Network Security - Malicious URL Detection using MLOps 🚀
Published on June 18, 2024
This project delivers an end-to-end MLOps pipeline for detecting malicious URLs using machine learning. By integrating tools like XGBoost, FastAPI, Airflow, and AWS, it provides real-time predictions and batch processing, ensuring user safety with a robust and scalable solution.
🌟 Highlights
- Single and Batch Predictions: Streamlit UI for single URL predictions, FastAPI for batch processing.

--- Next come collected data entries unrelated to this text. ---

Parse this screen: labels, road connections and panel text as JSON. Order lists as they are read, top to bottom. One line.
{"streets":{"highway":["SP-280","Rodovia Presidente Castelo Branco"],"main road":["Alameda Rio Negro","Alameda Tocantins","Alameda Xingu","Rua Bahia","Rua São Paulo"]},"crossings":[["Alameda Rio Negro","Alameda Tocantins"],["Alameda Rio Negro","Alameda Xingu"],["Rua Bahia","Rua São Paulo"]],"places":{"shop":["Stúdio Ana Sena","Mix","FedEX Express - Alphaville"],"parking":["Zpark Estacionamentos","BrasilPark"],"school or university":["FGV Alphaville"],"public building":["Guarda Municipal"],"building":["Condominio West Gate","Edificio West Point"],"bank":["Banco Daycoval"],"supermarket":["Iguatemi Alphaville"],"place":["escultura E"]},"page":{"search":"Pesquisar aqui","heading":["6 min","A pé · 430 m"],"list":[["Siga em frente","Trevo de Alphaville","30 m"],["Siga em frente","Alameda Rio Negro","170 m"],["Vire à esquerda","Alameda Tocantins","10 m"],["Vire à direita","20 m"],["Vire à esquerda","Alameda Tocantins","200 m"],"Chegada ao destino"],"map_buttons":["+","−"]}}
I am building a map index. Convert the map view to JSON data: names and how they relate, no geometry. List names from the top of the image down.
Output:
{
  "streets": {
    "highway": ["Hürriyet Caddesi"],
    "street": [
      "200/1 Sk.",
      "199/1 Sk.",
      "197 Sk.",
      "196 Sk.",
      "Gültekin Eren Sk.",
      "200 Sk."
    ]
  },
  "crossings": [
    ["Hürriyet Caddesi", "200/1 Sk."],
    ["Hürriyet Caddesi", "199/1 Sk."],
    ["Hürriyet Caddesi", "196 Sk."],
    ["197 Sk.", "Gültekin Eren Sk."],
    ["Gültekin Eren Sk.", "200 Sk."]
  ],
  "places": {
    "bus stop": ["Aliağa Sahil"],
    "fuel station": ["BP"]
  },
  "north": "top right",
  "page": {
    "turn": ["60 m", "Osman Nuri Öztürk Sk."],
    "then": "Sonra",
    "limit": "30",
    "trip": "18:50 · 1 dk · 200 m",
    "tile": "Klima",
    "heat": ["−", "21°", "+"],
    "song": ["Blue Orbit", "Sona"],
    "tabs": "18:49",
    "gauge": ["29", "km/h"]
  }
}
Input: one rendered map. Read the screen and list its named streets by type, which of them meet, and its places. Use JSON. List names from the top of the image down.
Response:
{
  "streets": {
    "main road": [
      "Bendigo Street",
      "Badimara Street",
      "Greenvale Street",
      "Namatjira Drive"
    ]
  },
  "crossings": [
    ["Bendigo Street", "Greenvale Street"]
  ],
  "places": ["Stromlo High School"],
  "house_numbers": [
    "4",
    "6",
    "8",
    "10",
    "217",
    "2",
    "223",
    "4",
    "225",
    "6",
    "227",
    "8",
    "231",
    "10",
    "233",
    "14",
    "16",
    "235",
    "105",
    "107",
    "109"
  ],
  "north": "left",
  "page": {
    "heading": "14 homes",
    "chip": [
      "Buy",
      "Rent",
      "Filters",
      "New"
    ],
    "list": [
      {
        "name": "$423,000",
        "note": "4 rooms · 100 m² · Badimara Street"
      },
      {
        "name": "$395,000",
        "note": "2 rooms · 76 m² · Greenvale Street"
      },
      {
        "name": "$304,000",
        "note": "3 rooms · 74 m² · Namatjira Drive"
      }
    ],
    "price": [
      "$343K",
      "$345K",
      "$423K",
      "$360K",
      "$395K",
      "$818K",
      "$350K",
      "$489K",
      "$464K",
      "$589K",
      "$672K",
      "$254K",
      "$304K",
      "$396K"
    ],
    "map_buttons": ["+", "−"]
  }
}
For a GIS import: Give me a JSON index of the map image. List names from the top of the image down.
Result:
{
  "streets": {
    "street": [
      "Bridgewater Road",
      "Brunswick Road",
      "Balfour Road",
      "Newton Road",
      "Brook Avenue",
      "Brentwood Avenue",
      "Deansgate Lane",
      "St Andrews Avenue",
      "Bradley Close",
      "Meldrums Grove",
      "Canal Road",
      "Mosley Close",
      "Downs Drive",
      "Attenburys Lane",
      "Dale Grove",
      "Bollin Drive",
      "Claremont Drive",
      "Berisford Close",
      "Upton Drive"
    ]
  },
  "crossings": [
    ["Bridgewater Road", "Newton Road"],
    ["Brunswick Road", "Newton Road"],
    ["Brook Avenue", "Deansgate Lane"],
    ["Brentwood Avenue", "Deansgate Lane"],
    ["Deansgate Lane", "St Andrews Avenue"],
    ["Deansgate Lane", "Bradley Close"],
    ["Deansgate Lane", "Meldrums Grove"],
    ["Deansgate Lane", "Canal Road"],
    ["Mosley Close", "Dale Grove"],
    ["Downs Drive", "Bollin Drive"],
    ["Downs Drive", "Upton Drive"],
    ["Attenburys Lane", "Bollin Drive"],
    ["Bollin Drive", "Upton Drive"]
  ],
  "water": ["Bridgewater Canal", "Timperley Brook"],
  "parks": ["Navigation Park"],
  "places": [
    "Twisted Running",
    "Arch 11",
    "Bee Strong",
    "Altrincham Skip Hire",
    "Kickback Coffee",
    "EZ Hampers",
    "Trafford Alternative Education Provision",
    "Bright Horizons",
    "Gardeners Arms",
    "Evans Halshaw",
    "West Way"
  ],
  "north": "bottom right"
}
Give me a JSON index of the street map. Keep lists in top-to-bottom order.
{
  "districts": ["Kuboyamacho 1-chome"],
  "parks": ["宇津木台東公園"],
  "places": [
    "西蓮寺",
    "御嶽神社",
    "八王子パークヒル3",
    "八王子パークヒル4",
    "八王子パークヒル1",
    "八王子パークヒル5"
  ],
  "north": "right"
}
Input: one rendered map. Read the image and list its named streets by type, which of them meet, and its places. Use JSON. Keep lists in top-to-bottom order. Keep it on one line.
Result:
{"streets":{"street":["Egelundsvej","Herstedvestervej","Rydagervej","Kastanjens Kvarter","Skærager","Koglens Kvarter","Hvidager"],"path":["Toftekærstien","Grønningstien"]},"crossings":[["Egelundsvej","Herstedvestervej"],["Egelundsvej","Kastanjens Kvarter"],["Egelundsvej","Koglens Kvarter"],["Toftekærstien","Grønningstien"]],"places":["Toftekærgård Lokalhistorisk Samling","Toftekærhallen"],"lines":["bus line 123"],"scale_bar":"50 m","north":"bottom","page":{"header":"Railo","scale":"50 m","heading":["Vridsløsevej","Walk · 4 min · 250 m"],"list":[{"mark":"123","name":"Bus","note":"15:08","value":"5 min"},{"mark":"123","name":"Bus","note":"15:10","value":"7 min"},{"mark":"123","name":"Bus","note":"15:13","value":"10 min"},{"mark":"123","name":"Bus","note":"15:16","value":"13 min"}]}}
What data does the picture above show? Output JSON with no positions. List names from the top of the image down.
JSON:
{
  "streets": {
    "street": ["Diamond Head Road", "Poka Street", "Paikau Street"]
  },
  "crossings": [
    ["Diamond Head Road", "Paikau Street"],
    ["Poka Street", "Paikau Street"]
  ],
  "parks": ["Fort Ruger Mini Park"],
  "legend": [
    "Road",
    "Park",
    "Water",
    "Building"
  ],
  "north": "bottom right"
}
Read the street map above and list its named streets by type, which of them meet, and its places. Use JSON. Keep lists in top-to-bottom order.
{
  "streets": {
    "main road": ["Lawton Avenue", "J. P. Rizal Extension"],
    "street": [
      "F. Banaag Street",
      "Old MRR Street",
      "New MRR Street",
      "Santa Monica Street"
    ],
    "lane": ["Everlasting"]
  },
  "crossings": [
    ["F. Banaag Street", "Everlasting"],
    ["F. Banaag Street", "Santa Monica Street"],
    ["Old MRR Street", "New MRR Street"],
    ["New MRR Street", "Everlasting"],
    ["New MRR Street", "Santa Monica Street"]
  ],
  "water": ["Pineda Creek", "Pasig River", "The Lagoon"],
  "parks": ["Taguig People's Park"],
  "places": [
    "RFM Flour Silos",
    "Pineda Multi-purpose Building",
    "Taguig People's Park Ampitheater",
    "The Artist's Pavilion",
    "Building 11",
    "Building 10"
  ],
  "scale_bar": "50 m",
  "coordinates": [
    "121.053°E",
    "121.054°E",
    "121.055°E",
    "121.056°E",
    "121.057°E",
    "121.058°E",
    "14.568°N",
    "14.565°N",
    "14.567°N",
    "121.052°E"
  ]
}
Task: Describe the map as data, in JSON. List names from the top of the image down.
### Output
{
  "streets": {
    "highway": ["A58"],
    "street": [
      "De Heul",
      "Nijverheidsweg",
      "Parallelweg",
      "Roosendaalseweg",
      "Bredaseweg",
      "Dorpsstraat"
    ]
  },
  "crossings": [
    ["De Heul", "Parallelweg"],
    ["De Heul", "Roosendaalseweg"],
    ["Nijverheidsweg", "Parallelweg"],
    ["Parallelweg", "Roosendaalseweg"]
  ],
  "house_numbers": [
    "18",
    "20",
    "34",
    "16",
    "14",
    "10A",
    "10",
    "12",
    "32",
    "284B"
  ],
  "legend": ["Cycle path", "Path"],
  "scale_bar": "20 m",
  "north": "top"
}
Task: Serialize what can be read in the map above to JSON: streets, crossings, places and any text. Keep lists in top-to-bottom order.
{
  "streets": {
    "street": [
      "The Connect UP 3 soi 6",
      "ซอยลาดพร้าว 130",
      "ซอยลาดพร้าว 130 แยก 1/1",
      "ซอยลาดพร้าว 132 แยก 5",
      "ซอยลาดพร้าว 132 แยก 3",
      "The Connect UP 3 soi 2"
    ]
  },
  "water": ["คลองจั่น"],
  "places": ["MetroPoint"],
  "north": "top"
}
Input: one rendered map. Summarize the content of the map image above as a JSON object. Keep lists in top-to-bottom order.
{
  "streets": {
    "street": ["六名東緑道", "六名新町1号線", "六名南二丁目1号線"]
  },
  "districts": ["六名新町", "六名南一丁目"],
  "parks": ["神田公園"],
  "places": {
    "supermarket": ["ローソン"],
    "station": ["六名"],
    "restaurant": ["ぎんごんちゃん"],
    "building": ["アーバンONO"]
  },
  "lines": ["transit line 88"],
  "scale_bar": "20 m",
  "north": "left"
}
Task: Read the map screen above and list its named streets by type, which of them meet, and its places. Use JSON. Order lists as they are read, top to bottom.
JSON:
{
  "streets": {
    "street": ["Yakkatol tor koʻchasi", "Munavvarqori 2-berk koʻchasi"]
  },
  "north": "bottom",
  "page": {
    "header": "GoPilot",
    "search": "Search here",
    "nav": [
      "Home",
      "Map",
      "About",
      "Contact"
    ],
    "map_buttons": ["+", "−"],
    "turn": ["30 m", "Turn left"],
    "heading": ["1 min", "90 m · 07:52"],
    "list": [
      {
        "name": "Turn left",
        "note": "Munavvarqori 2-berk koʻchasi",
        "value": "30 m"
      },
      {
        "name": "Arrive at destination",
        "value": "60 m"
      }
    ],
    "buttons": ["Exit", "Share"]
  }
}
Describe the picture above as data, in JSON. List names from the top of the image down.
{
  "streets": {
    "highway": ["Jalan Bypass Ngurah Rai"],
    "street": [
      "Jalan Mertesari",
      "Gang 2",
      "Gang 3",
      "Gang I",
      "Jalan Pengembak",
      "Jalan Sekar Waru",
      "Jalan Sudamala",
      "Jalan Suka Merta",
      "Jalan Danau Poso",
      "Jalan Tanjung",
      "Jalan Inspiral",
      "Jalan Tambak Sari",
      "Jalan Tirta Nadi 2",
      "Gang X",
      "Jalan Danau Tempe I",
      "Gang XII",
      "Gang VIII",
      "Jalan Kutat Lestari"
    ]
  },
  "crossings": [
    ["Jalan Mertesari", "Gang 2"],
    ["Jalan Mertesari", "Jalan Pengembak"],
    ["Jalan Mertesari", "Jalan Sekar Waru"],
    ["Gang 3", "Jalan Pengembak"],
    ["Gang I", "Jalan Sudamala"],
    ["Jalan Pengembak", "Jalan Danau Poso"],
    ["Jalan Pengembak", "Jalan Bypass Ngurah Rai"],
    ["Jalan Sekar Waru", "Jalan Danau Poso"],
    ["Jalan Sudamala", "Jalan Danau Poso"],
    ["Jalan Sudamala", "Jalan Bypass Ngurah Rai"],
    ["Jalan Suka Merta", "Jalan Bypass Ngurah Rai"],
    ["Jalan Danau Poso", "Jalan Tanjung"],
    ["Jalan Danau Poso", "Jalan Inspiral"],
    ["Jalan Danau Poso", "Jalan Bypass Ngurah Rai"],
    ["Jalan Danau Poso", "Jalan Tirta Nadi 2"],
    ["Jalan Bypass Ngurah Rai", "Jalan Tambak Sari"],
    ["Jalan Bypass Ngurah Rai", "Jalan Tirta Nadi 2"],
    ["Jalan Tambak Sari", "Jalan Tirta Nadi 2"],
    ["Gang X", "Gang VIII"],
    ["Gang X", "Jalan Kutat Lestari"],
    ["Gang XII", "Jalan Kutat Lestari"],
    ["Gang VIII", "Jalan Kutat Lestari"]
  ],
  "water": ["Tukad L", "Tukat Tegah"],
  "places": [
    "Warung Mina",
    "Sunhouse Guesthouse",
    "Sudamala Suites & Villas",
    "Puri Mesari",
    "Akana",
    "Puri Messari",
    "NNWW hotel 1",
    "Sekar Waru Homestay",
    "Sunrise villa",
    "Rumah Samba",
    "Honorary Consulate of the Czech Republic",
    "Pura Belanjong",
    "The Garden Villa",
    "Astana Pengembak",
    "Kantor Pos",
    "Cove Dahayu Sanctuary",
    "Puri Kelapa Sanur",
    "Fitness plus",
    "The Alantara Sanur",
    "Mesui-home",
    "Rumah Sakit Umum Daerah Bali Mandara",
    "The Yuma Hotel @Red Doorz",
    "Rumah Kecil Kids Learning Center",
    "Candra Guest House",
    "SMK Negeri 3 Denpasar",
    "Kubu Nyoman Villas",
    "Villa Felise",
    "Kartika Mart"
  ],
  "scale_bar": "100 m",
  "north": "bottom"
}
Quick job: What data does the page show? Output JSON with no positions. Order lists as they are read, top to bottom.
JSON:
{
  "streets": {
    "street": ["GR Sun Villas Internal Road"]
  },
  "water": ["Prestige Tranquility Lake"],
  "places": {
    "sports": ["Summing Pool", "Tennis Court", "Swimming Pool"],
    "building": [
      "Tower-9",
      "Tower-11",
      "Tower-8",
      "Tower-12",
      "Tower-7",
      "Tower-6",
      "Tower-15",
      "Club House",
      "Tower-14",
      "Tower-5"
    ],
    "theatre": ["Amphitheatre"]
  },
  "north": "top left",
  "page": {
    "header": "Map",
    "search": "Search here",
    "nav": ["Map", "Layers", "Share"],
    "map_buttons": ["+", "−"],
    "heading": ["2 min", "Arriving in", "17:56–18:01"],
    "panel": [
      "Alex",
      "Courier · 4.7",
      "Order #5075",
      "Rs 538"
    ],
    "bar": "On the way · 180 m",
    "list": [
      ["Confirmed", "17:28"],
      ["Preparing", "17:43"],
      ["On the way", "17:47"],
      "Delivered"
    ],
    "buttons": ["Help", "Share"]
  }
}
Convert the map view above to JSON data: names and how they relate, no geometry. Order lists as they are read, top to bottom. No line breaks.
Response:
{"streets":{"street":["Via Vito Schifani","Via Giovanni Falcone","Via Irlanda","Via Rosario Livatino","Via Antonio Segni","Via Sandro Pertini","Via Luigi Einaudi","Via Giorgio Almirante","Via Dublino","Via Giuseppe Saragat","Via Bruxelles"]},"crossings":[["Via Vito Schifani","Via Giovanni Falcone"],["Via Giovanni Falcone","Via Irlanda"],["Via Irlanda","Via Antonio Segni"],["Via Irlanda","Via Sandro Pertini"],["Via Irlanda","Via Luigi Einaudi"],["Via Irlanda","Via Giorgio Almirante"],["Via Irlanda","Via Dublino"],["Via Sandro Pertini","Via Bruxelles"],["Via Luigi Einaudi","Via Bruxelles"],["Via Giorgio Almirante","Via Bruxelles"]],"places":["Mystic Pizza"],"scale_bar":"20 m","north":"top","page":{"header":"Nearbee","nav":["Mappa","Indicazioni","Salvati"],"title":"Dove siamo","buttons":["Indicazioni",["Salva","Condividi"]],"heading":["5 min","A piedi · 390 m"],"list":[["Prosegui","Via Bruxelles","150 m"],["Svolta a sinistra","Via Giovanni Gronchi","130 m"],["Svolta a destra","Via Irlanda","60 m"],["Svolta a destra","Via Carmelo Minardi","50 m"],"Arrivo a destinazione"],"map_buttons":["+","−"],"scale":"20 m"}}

- MLOps Pipeline: Includes ingestion, transformation, validation, training, and deployment.
- CI/CD with GitHub Actions: Automated testing, containerization, and deployment to AWS EC2.
- Orchestration with Airflow: DAGs for retraining pipelines and batch prediction.
- Monitoring: MLflow for metrics tracking and AWS S3 for artifact storage.
🛠️ Tech Stack
Frontend: Streamlit
Backend: FastAPI
ML Modeling: XGBoost
Database: MongoDB
Orchestration: Apache Airflow
CI/CD: GitHub Actions
Containerization: Docker, AWS ECR
Cloud: AWS S3, AWS EC2
🏗️ Architecture
The project follows a modular design to ensure scalability and efficiency:
- Data Ingestion: Fetched and validated from MongoDB.
- Model Training: XGBoost classifier tracked using MLflow.
- Deployment: Dockerized and deployed to AWS EC2.
- Monitoring: Retraining pipelines automated via Airflow.
⚙️ How to Run
- Clone the Repository:
git clone https://github.com/yourusername/network-security-mlops.git
- Install Dependencies:
pip install -r requirements.txt
- Run the Application:
streamlit run app.py